The Early Show: Did you enjoy the flower show that shrubs like Forsythia, Viburnum, quince, witch hazel, Edgeworthia and Pieris put on in your garden in February and March? Let’s get them ready for a repeat performance next year. If you’ve not already done so and they need to be pruned for size or shape, now–as in RIGHT NOW–before they set next year’s buds, is the time to prune them. Do this sooner than later! Keep those clippers handy because it’s also time to cut back any spring blooming clematis in order to control their size, shape, and form.
Zone: 6 - 8
Peony Perfection: We love them, and this is the month to get them (Itoh or herbaceous) into the ground. Most are either budded or even in bloom so shop early (at your garden center or online at shop.monrovia.com). Peonies look their best when massed so plan on planting in groups of at least 3 to 5 (more is always better, especially if want loads of cut flowers). Here are 5 ways to design with Itoh peonies. A planting tip? Peonies need good drainage so dig a large hole, loosen the soil, and mix in generous amounts of compost.

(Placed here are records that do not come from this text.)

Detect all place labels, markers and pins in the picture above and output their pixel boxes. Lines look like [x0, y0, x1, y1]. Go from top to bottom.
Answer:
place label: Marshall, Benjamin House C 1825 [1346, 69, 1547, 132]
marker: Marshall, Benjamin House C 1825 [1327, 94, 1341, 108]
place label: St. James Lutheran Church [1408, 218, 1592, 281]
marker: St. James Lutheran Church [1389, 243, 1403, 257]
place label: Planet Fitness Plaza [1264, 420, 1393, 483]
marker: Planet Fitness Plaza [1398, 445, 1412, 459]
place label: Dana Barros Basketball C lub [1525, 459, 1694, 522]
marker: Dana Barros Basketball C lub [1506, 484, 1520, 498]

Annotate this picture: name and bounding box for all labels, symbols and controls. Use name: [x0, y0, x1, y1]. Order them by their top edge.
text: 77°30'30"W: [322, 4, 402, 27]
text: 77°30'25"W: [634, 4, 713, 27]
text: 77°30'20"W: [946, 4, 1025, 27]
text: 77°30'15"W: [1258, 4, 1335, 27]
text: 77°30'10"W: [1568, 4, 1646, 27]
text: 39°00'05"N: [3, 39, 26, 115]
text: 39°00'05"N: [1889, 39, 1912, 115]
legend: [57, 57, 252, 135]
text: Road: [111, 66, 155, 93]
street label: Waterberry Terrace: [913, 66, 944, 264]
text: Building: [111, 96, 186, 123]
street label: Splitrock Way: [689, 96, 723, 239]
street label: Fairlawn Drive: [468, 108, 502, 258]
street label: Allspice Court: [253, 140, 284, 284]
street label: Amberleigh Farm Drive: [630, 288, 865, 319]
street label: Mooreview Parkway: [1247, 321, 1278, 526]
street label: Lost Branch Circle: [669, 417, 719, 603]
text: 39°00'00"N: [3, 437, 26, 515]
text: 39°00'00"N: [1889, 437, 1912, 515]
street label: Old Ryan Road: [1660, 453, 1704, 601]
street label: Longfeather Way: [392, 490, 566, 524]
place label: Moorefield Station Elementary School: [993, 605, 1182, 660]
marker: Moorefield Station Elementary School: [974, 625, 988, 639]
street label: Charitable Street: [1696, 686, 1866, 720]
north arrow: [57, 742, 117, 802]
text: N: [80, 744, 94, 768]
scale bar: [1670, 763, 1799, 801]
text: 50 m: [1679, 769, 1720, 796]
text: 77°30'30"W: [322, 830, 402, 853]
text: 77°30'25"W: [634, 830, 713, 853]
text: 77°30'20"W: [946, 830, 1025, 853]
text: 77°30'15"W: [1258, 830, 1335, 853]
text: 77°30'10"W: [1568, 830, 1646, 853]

An Annual Question: Can I plant warm season blooming annuals? Probably…with caution. As tempting as it is to fill those pots and window boxes with tender annuals, check with your local garden center for recommendations on when it’s truly safe weather-wise to plant (nights need to remain above 50 degrees F.) Wondering what’s new and trendy? Single color planters (especially red or orange), or planters with one color in several tones (such as 3 shades of pink). Look for new summer snapdragons (Angelonia) and million bells!
Zone: 8 - 11
Freshen Up Those Containers: By now, winter annuals are looking leggy and tired. Time to swap them out for warm-season annuals and the time to plant is NOW, before it gets too hot. A few things to remember about annuals–it takes a lot of energy to produce vast amounts of flowers and healthy, leafy foliage. Feed early and often to keep them happy, deadhead spent blooms, and give them a mid-season haircut by pinching them back. Pinching (just nip off above a node on the stem where the leaves attach) encourages the side buds to grow so you’ll get more flowers.

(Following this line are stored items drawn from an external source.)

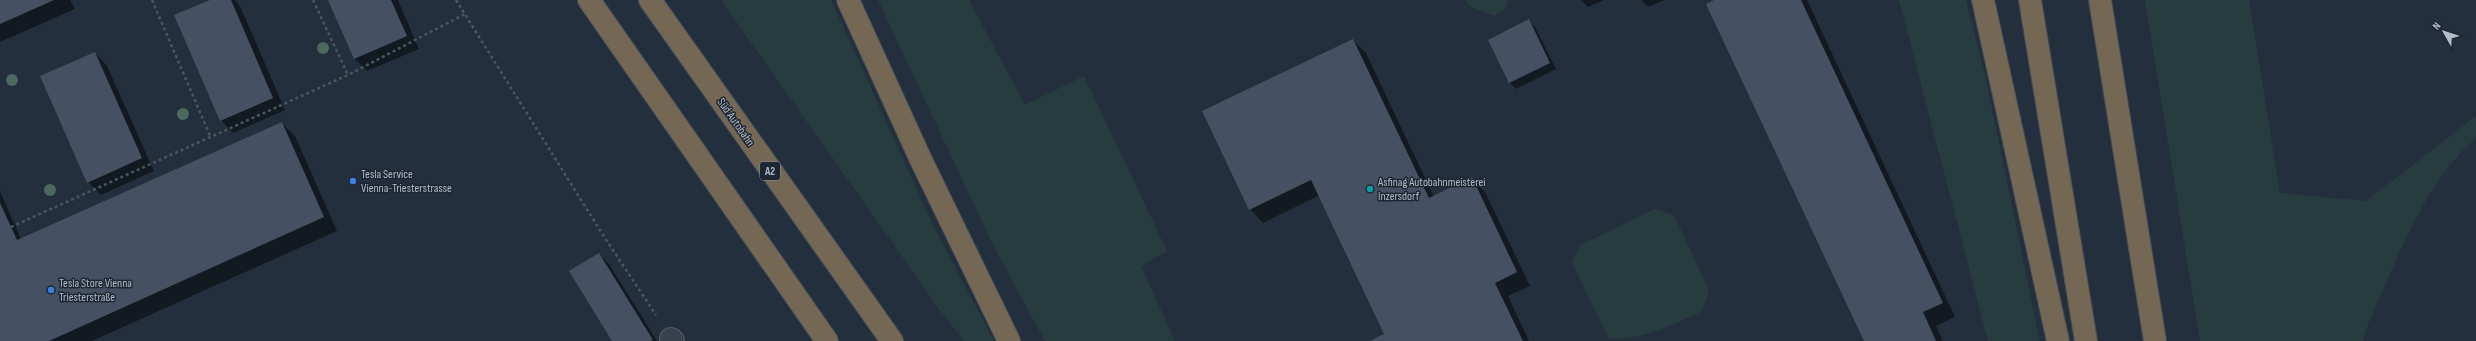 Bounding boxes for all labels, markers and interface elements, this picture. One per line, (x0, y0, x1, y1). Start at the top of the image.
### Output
north arrow (2424, 12, 2464, 52)
text: N (2430, 20, 2444, 32)
street label: Süd Autobahn (713, 95, 758, 149)
road number: A2 (760, 162, 780, 180)
place label: Tesla Service Vienna-Triesterstrasse (361, 167, 452, 196)
place label: Asfinag Autobahnmeisterei Inzersdorf (1377, 175, 1486, 204)
marker: Tesla Service Vienna-Triesterstrasse (348, 176, 358, 186)
marker: Asfinag Autobahnmeisterei Inzersdorf (1365, 184, 1375, 194)
place label: Tesla Store Vienna Triesterstraße (59, 276, 132, 305)
marker: Tesla Store Vienna Triesterstraße (46, 285, 56, 295)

Show Me You Care: One last round of TLC for camellias–which should be done blooming by now– will pay off big next fall and winter. It’s late for pruning, which should have been done right after flowering in late winter or very early spring (though you can always remove damaged branches), but its the right time to carefully rake up any fallen flowers or leaves and then apply one last feeding of a fertilizer specifically blended for camellias or azaleas. Remember to top with fresh mulch, too. (Do not fertilize after August, as the plants will be entering a period of dormancy.)

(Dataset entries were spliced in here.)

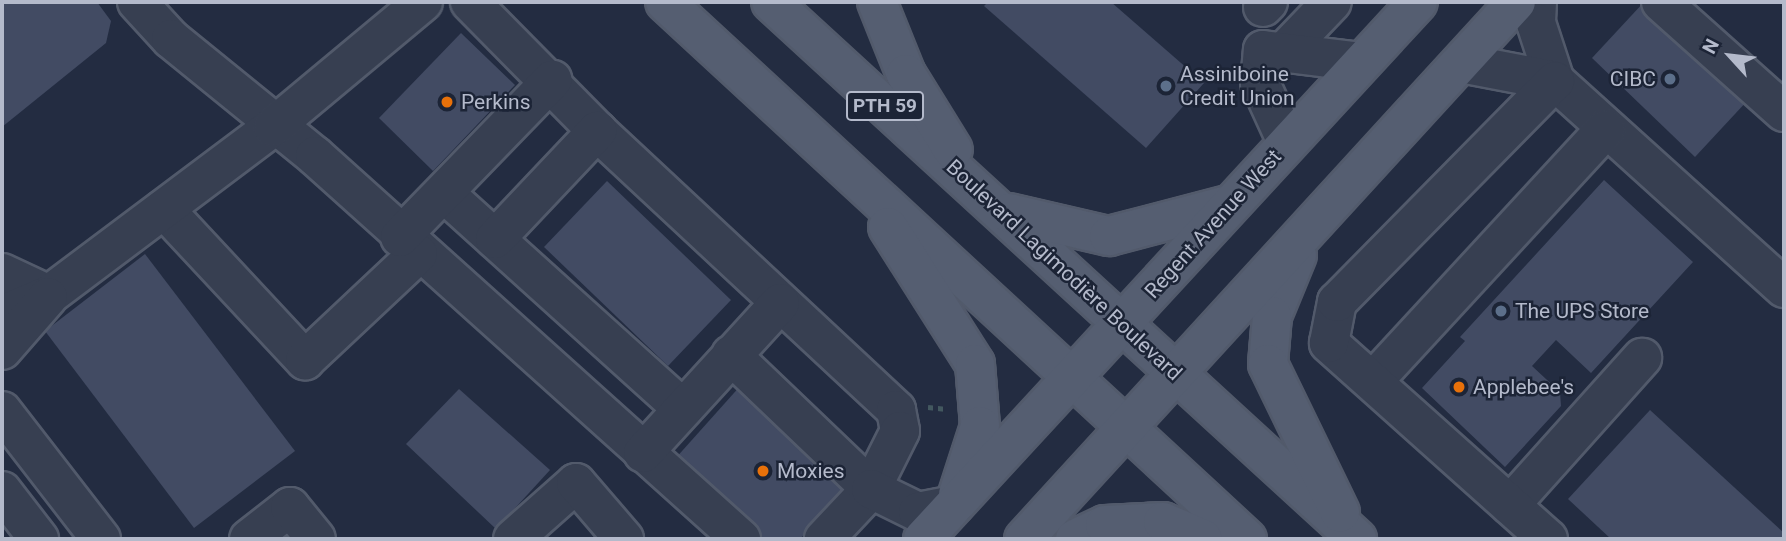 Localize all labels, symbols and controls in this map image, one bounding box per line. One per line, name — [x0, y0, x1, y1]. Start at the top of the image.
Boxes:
north arrow — [1695, 21, 1765, 91]
text: N — [1698, 35, 1724, 57]
place label: Assiniboine Credit Union — [1180, 61, 1295, 111]
place label: CIBC — [1610, 66, 1656, 92]
marker: CIBC — [1662, 71, 1678, 87]
marker: Assiniboine Credit Union — [1158, 78, 1174, 94]
place label: Perkins — [461, 89, 531, 115]
road number: PTH 59 — [845, 90, 925, 122]
marker: Perkins — [439, 94, 455, 110]
street label: Regent Avenue West — [1139, 144, 1287, 304]
street label: Boulevard Lagimodière Boulevard — [941, 154, 1187, 386]
place label: The UPS Store — [1515, 298, 1649, 324]
marker: The UPS Store — [1493, 303, 1509, 319]
place label: Applebee's — [1473, 374, 1574, 400]
marker: Applebee's — [1451, 379, 1467, 395]
place label: Moxies — [777, 458, 845, 484]
marker: Moxies — [755, 463, 771, 479] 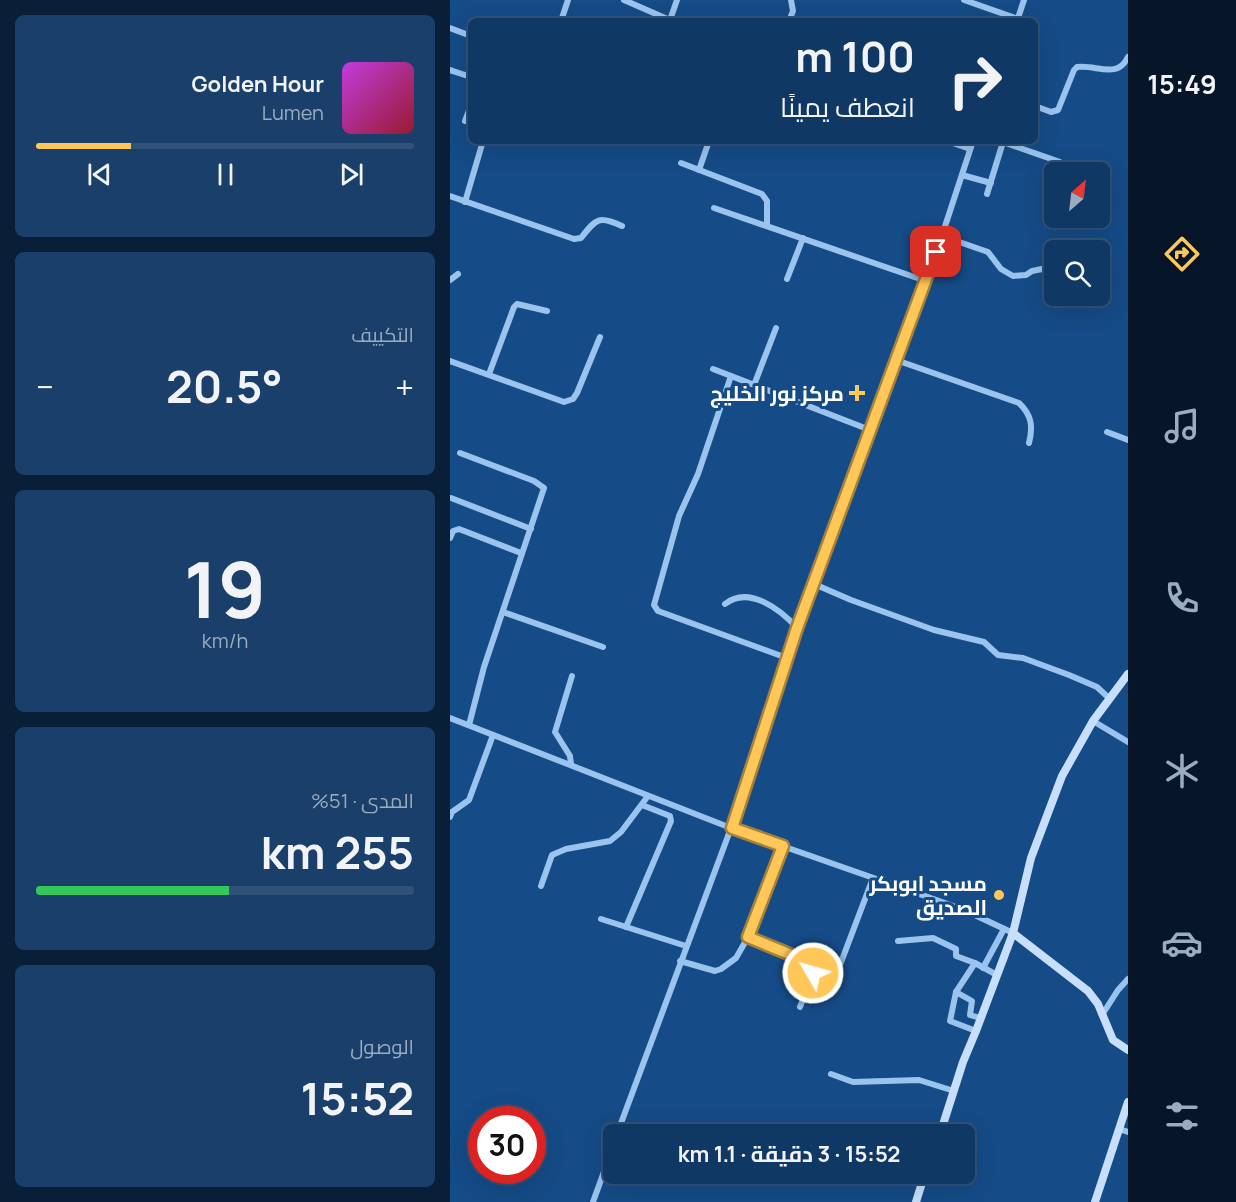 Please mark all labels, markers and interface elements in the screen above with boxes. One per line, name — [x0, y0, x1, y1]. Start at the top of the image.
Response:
text: 100 m — [795, 27, 915, 85]
icon: right — [936, 42, 1014, 120]
text: 15:49 — [1147, 65, 1217, 102]
text: Golden Hour — [191, 69, 324, 99]
text: انعطف يمينًا — [780, 88, 915, 125]
text: Lumen — [262, 99, 324, 126]
icon: previous — [83, 158, 116, 191]
icon: pause — [209, 158, 242, 191]
icon: next — [335, 158, 368, 191]
north arrow — [1044, 162, 1110, 228]
map controls — [1044, 162, 1110, 306]
pin — [910, 226, 961, 277]
icon: directions — [1161, 233, 1203, 275]
icon: arrive — [919, 235, 952, 268]
button: search — [1044, 240, 1110, 306]
text: التكييف — [351, 321, 414, 348]
text: 20.5° — [166, 355, 283, 417]
text: − — [36, 364, 54, 409]
text: + — [395, 364, 414, 409]
place label: مركز نور الخليج — [710, 379, 844, 408]
marker: مركز نور الخليج — [848, 384, 866, 402]
icon: music — [1161, 405, 1203, 447]
text: 19 — [184, 535, 266, 641]
icon: phone — [1161, 577, 1203, 619]
text: km/h — [202, 627, 248, 654]
icon: climate — [1161, 750, 1203, 792]
text: المدى · 51% — [311, 787, 414, 814]
text: 255 km — [261, 821, 414, 883]
place label: مسجد ابوبكر الصديق — [869, 869, 987, 921]
marker: مسجد ابوبكر الصديق — [992, 888, 1006, 902]
icon: car — [1161, 922, 1203, 964]
position arrow — [781, 941, 845, 1005]
text: الوصول — [350, 1033, 414, 1060]
text: 15:52 — [301, 1067, 414, 1129]
icon: filters — [1161, 1095, 1203, 1137]
speed limit sign: 30 — [468, 1106, 546, 1184]
text: 15:52 · 3 دقيقة · 1.1 km — [678, 1139, 900, 1169] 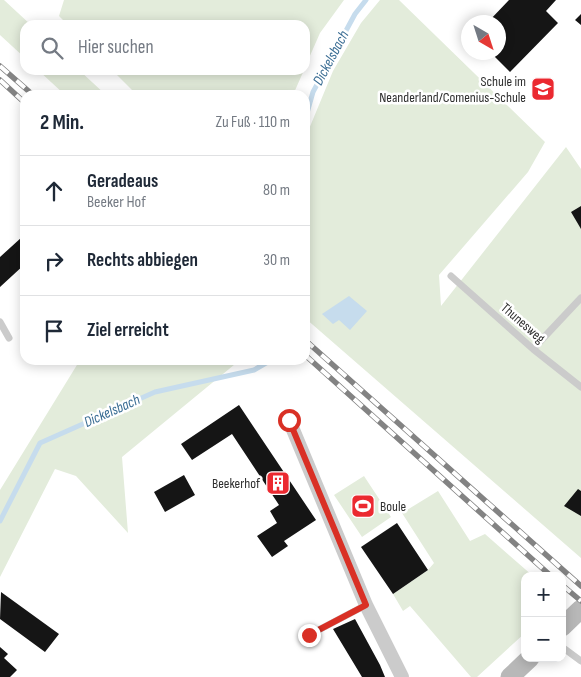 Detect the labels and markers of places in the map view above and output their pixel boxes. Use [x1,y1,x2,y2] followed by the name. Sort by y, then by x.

It’s the start of weed season (oh joy!) and your best defense is a good offense. Keep ahead of weeds by consistently pulling them when they’re young and have not set seed, and make it even easier by topping areas that are weed prone with plenty of mulch to smother them
With spring rains subsiding, start adjusting your watering schedule. Trees, shrubs and perennials do best with about one-inch of water per week. This can be by irrigation system or by hand–just do it! And, annuals typically have shallow roots and can dry out quickly. Check them daily now and twice daily a month from now!